▶ _The input_:
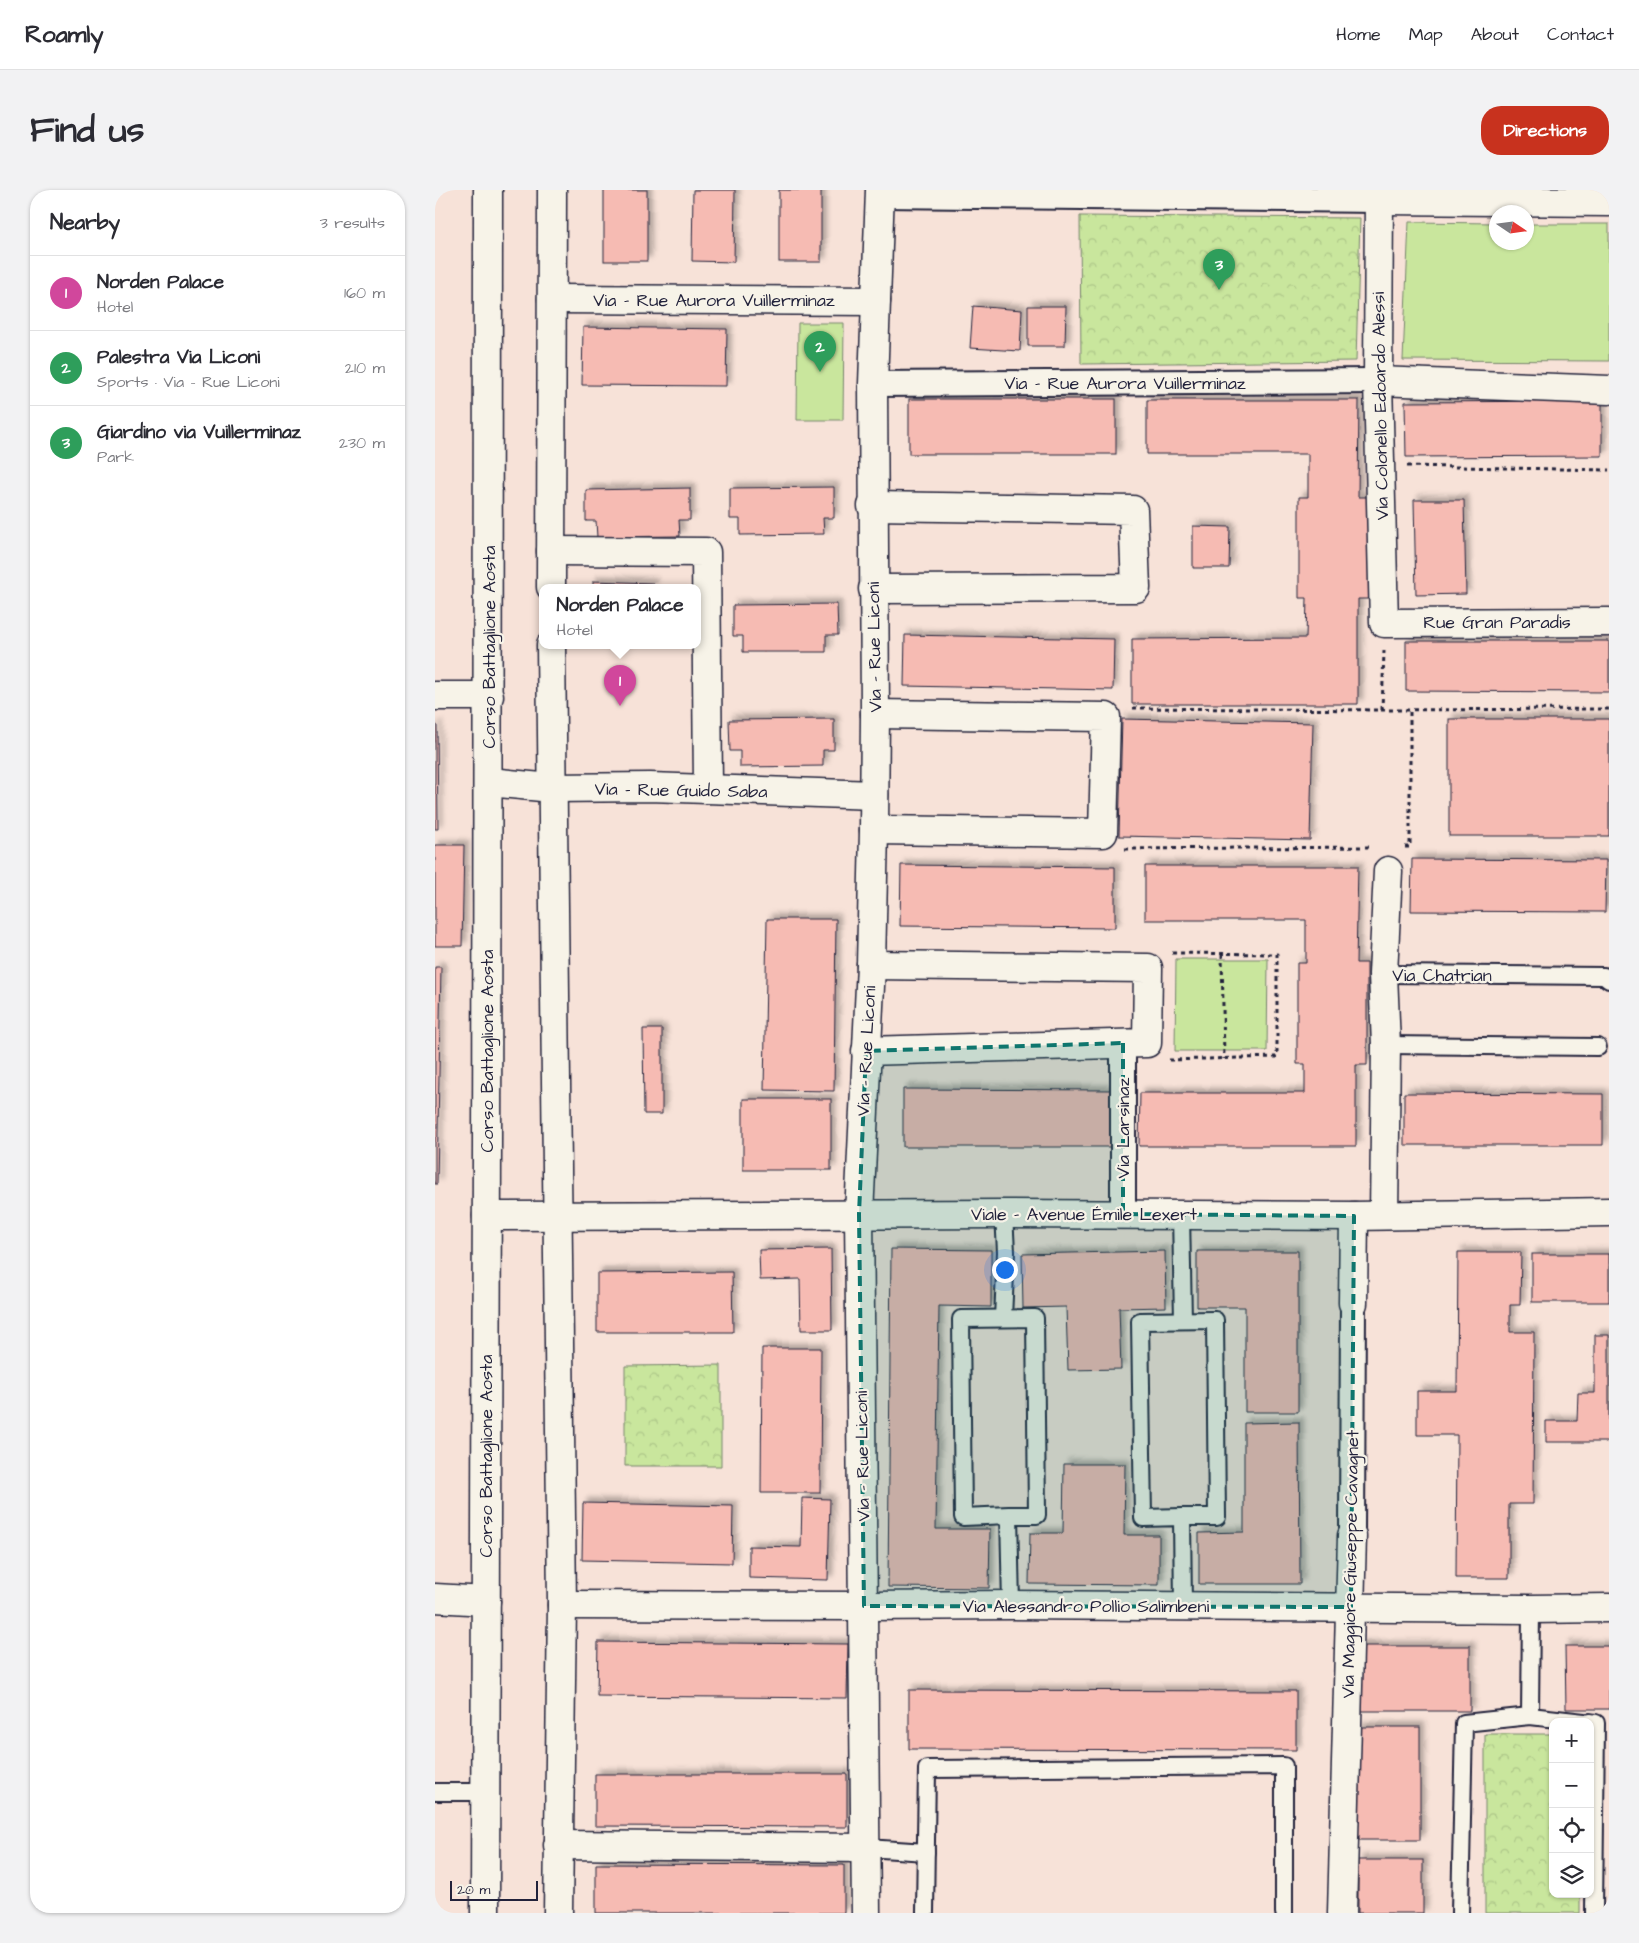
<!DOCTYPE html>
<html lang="en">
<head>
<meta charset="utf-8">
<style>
	body { margin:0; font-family:"Architects Daughter",sans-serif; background:#f2f2f3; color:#2b2b33 }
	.controls { position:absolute; right:15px; bottom:15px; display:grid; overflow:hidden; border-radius:10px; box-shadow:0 1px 4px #0004 }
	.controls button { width:45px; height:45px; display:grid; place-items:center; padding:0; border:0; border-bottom:1px solid #e1e1e2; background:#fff; color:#2b2b33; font:25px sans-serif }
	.compass { position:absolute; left:1054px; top:15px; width:45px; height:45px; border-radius:50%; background:#fff; box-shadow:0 1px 4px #0004; rotate:103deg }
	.scale { position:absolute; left:15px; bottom:12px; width:88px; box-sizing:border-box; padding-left:5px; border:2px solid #22223b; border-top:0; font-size:14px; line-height:18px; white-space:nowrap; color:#22223b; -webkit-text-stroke:4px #f7f3e8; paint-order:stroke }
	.you { position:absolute; left:569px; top:1079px; width:18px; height:18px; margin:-12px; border:4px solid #fff; border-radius:50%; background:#1a73e8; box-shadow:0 0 0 8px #1a73e833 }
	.badge { display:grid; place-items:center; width:32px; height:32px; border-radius:50%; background:#c8321e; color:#fff; font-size:16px; font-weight:700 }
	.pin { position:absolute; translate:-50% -41px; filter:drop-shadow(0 1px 2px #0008) }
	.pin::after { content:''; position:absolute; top:26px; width:18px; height:15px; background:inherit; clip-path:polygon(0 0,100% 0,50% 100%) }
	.popup { position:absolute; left:104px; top:394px; width:162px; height:65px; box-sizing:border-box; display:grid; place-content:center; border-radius:10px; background:#fff; filter:drop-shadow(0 1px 4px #0005); font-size:16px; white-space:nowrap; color:#7c7c81 }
	.popup b { font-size:19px; color:#2b2b33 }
	.popup::after { content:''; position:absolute; left:50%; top:100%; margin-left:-10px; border:10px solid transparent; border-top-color:#fff }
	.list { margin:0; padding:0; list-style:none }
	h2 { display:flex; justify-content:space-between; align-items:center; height:65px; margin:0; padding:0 20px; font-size:21px }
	h2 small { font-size:16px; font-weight:400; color:#7c7c81 }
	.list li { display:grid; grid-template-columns:32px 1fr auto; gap:15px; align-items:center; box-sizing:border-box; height:75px; padding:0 20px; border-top:1px solid #e1e1e2 }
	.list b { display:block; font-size:19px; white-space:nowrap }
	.list p { margin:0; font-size:16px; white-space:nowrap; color:#7c7c81 }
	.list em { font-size:16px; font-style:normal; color:#7c7c81 }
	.icon { flex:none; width:28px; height:28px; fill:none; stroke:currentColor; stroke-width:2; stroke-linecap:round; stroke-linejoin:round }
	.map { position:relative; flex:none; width:1174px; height:1723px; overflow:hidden; border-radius:20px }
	header { display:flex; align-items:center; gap:30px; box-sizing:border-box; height:70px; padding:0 25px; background:#fff; border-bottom:1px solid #e1e1e2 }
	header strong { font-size:24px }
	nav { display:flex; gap:28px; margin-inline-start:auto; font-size:18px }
	.intro { display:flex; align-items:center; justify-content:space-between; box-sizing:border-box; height:120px; padding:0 30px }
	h1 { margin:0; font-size:35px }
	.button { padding:12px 22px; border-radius:20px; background:#c8321e; color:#fff; font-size:18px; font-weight:700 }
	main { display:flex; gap:30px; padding:0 30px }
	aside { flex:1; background:#fff; border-radius:20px; box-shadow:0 1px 4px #0004 }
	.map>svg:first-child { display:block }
	.grass { fill:#c9e69d; stroke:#76846c }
	.park { fill:url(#park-crowns); stroke:#76846c }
	.building { fill:#f6bbb3; stroke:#22223b; filter:url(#shadow) }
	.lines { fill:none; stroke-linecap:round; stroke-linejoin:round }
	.service-casing { stroke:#22223b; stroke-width:20 }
	.pedestrian-casing { stroke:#22223b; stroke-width:28 }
	.minor-casing { stroke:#22223b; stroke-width:31 }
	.tertiary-casing { stroke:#22223b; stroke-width:31 }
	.path { stroke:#22223b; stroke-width:3; stroke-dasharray:4 4; stroke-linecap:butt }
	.service { stroke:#f7f3e8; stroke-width:16 }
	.pedestrian { stroke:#f7f3e8; stroke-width:24 }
	.minor { stroke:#f7f3e8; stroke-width:28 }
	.tertiary { stroke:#f7f3e8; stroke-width:28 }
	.marked { fill:#0f766e; fill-opacity:0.2; stroke:#0f766e; stroke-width:4; stroke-dasharray:10 6; stroke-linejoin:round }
	.labels { text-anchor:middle; stroke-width:4.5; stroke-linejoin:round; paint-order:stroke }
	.street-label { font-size:18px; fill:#22223b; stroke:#f7f3e8 }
</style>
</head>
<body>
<header>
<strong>Roamly</strong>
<nav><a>Home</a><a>Map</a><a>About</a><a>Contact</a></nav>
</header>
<div class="intro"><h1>Find us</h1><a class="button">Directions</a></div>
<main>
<aside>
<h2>Nearby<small>3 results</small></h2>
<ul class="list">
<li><span class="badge" style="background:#d1479c">1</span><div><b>Norden Palace</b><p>Hotel</p></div><em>160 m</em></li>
<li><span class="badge" style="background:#2e9e5b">2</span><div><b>Palestra Via Liconi</b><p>Sports · Via - Rue Liconi</p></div><em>210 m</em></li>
<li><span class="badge" style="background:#2e9e5b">3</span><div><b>Giardino via Vuillerminaz</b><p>Park</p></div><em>230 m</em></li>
</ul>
</aside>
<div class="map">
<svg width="1174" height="1723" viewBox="0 0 1174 1723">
	<defs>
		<pattern id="park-crowns" width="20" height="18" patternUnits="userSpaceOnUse" patternTransform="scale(1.25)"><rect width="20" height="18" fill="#c9e69d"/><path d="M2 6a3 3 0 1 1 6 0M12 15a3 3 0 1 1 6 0" fill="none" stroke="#acc588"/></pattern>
		<filter id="shadow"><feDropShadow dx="4.5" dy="-4.5" stdDeviation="2.5" flood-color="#0004"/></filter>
	</defs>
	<rect width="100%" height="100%" fill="#f7e2d8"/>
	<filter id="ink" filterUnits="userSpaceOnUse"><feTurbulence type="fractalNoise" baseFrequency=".02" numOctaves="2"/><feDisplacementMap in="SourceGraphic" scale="10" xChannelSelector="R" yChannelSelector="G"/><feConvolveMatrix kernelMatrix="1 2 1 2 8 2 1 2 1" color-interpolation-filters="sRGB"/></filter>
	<g filter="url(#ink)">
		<g class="grass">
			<polygon points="974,32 1061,33 1062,52 1092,52 1092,34 1174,34 1174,171 968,170"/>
			<polygon points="363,133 409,133 408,230 362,230"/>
			<polygon points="741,769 833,769 832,861 740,861"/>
		</g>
		<g class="park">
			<polygon points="645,26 925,28 921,171 646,174"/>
			<polygon points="286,1175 286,1276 190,1276 190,1176"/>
			<polygon points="1050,1544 1118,1544 1118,1704 1145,1704 1145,1723 1050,1723"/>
		</g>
		<g class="building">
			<rect x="169" y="0" width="43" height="71"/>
			<polygon points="258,0 300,0 299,72 257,71"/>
			<rect x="344" y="0" width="42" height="72"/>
			<polygon points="538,116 587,120 585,161 535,158"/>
			<polygon points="593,116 631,116 630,156 593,156"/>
			<polygon points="148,137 292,139 291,196 147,195"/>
			<rect x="474" y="209" width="207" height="55"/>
			<polygon points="712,210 924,210 923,307 934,307 934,409 923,409 923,514 697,514 697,449 871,448 872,408 864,408 864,307 873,307 873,264 712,264"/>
			<polygon points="1167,211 1167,266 971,267 970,212"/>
			<polygon points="399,297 399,328 388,328 389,344 305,345 305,329 295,329 295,298"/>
			<polygon points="255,298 255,330 244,330 245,346 162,347 161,331 151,331 151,300"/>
			<polygon points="979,310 1029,310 1031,404 981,405"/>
			<polygon points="758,336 795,337 794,378 758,378"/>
			<polygon points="158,391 218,393 218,397 158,397"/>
			<polygon points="402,414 403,445 391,445 391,462 308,462 308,446 298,446 298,415"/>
			<polygon points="470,445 679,449 678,500 469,496"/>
			<polygon points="971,451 1174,451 1174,502 971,501"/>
			<polygon points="399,529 399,560 388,560 388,576 305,577 305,561 295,561 294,530"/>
			<polygon points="687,529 878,533 875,650 684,646"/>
			<rect x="1014" y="529" width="160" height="117"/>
			<polygon points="0,535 2,535 3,639 0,639"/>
			<polygon points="0,655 29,655 27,756 0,756"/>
			<polygon points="977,669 1171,670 1170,722 976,721"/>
			<polygon points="466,675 680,677 680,738 465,736"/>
			<polygon points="710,676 923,676 921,773 932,773 932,875 921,875 921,956 704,956 705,903 870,903 870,874 862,874 862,773 871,773 871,730 710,730"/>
			<polygon points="332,729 401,729 399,901 329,900"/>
			<polygon points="0,777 6,777 2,994 0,994"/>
			<polygon points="208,839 227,839 227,924 209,924"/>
			<polygon points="468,899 678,900 678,957 468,957"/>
			<polygon points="969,903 1168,904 1168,955 969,955"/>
			<rect x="308" y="909" width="88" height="71"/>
			<polygon points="396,1059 397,1140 366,1140 365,1089 325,1090 324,1060"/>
			<polygon points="456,1059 556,1060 556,1117 504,1116 501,1339 555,1339 554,1398 453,1397"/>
			<polygon points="730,1061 731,1117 684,1118 686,1179 633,1180 631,1117 588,1118 587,1064"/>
			<polygon points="762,1061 863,1061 863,1222 810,1222 810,1117 762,1117"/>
			<polygon points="1023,1062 1086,1062 1085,1115 1075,1115 1075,1142 1099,1142 1098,1314 1074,1314 1074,1388 1021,1388 1022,1245 982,1245 982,1201 1022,1201"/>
			<rect x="1097" y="1064" width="77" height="48"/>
			<polygon points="297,1082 298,1142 162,1142 162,1083"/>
			<polygon points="1160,1145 1174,1145 1174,1252 1111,1252 1111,1231 1142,1231 1143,1203 1160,1203"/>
			<polygon points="327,1158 386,1158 385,1303 326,1303"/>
			<polygon points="864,1232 865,1394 764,1394 764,1343 809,1342 809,1233"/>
			<polygon points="629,1274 690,1274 689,1345 724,1345 724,1395 594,1394 595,1343 628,1343"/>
			<polygon points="367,1308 395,1309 393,1390 314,1388 314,1356 366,1357"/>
			<polygon points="148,1313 298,1316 297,1373 147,1370"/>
			<polygon points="163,1452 413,1454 412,1508 162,1506"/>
			<rect x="919" y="1456" width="116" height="65"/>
			<polygon points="1130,1456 1174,1456 1174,1519 1131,1519"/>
			<polygon points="474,1500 861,1501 861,1560 474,1559"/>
			<rect x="923" y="1537" width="62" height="113"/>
			<polygon points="160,1584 412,1584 412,1637 160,1636"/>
			<rect x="923" y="1670" width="65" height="53"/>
			<polygon points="161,1674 409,1675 409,1723 161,1723"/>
		</g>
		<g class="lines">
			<g class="service-casing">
				<g id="service">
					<polyline points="948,784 1169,786 1174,790"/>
					<polyline points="951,855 1163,857"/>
					<polyline points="746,1024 748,1130"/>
					<polyline points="568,1128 571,1062 569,1024"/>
					<polyline points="574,1325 528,1327 526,1129 600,1128 602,1325 574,1325 576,1415"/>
					<polyline points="747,1327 708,1328 705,1131 780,1130 782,1327 747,1327 748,1417"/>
					<polyline points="1095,1526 1096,1419"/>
					<polyline points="1155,1532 1161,1533 1159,1723"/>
					<polyline points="0,1602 50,1602"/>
					<polyline points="432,1658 491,1662"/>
					<polyline points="490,1723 492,1579 849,1576 849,1723"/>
					<polyline points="1025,1723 1029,1533 1095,1526 1149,1532"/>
				</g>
			</g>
			<g class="pedestrian-casing">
				<g id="pedestrian">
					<polyline points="445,5 945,10"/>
					<polyline points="438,194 943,191"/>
					<polyline points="688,853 688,1024"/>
					<polyline points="917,1346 918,1113"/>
				</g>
			</g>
			<g class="minor-casing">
				<g id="minor">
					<polyline points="944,0 943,191 949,433 1174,432"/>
					<polyline points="945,10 1174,12"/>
					<polyline points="117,109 441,111"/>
					<polyline points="943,191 1174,200"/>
					<polyline points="437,316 698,320 701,398 438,399"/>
					<polyline points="116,361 271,362 273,599"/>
					<polyline points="116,397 117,0"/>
					<polyline points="116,455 127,1415 123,1723"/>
					<polyline points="0,506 54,506"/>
					<polyline points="54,592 117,598 215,597 439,605"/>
					<polyline points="439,640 668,643 671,527 440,524"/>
					<polyline points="431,861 712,853 713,778 436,775"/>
					<polyline points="949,1025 951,855 948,784 953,681"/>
					<polyline points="52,1026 569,1024 919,1026 1174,1022"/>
					<polyline points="918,1113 919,1026"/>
					<polyline points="0,1408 51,1411"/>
					<polyline points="127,1415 429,1416 576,1415 1096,1419 1174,1418"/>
					<polyline points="123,1655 432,1658"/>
					<polyline points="431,1723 424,1024 436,775 439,640 440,524 438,194 445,0"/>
					<polyline points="907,1723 917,1346"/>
				</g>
			</g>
			<g class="tertiary-casing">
				<path id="tertiary" d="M50,1723C48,1149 57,574 53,0"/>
			</g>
			<g class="path">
				<polyline points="972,276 1174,280"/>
				<polyline points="698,518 947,520 1174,519"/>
				<polyline points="947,520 949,461"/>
				<polyline points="970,657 975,657 975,520"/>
				<polyline points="690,659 936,657"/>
				<polyline points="787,764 789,869"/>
				<polyline points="734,870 842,867 842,764 737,763"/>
			</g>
			<use href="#service" class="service"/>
			<use href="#pedestrian" class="pedestrian"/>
			<use href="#minor" class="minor"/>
			<use href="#tertiary" class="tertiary"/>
		</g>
	</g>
	<path class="marked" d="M688,853V1024L919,1026L916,1417L429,1416L424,1024L431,861Z"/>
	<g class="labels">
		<g class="street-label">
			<text x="279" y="116">Via - Rue Aurora Vuillerminaz</text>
			<text x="690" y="199">Via - Rue Aurora Vuillerminaz</text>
			<text transform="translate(945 216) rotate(-91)" y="6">Via Colonello Edoardo Alessi</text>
			<text x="1062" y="438">Rue Gran Paradis</text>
			<text transform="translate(54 457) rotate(-90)" y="6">Corso Battaglione Aosta</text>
			<text transform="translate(439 457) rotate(-91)" y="6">Via - Rue Liconi</text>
			<text transform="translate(246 600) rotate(1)" y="6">Via - Rue Guido Saba</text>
			<text x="1007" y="791">Via Chatrian</text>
			<text transform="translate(52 861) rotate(-90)" y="6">Corso Battaglione Aosta</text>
			<text transform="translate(431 861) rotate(-87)" y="6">Via - Rue Liconi</text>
			<text transform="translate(688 938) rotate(-90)" y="6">Via Larsinaz</text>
			<text x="649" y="1030">Viale - Avenue Émile Lexert</text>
			<text transform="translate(51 1266) rotate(-90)" y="6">Corso Battaglione Aosta</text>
			<text transform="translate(427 1266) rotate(-91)" y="6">Via - Rue Liconi</text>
			<text transform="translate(915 1374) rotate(-89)" y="6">Via Maggiore Giuseppe Cavagnet</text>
			<text x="651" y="1422">Via Alessandro Pollio Salimbeni</text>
		</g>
	</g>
</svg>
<div class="controls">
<button>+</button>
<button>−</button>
<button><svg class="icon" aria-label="locate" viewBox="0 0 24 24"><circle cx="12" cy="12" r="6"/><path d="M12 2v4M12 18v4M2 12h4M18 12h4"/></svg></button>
<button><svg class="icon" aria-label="layers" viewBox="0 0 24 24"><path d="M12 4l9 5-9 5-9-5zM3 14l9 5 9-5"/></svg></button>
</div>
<svg class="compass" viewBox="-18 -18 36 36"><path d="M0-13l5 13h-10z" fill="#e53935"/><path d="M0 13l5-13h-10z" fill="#7c7c81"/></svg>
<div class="scale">20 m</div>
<div class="you"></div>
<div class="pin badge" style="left:185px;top:516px;background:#d1479c">1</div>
<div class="popup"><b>Norden Palace</b>Hotel</div>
<div class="pin badge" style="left:385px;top:182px;background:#2e9e5b">2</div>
<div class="pin badge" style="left:784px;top:100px;background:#2e9e5b">3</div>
</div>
</main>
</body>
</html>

▶ _Task details_: Everything from the first line of the listing above through the line that contains "content:''; position:absolute; top:26px;" is to be restated word for word, minus the pictures.

▶ _Result of the task_:
<!DOCTYPE html>
<html lang="en">
<head>
<meta charset="utf-8">
<style>
	body { margin:0; font-family:"Architects Daughter",sans-serif; background:#f2f2f3; color:#2b2b33 }
	.controls { position:absolute; right:15px; bottom:15px; display:grid; overflow:hidden; border-radius:10px; box-shadow:0 1px 4px #0004 }
	.controls button { width:45px; height:45px; display:grid; place-items:center; padding:0; border:0; border-bottom:1px solid #e1e1e2; background:#fff; color:#2b2b33; font:25px sans-serif }
	.compass { position:absolute; left:1054px; top:15px; width:45px; height:45px; border-radius:50%; background:#fff; box-shadow:0 1px 4px #0004; rotate:103deg }
	.scale { position:absolute; left:15px; bottom:12px; width:88px; box-sizing:border-box; padding-left:5px; border:2px solid #22223b; border-top:0; font-size:14px; line-height:18px; white-space:nowrap; color:#22223b; -webkit-text-stroke:4px #f7f3e8; paint-order:stroke }
	.you { position:absolute; left:569px; top:1079px; width:18px; height:18px; margin:-12px; border:4px solid #fff; border-radius:50%; background:#1a73e8; box-shadow:0 0 0 8px #1a73e833 }
	.badge { display:grid; place-items:center; width:32px; height:32px; border-radius:50%; background:#c8321e; color:#fff; font-size:16px; font-weight:700 }
	.pin { position:absolute; translate:-50% -41px; filter:drop-shadow(0 1px 2px #0008) }
	.pin::after { content:''; position:absolute; top:26px; width:18px; height:15px; background:inherit; clip-path:polygon(0 0,100% 0,50% 100%) }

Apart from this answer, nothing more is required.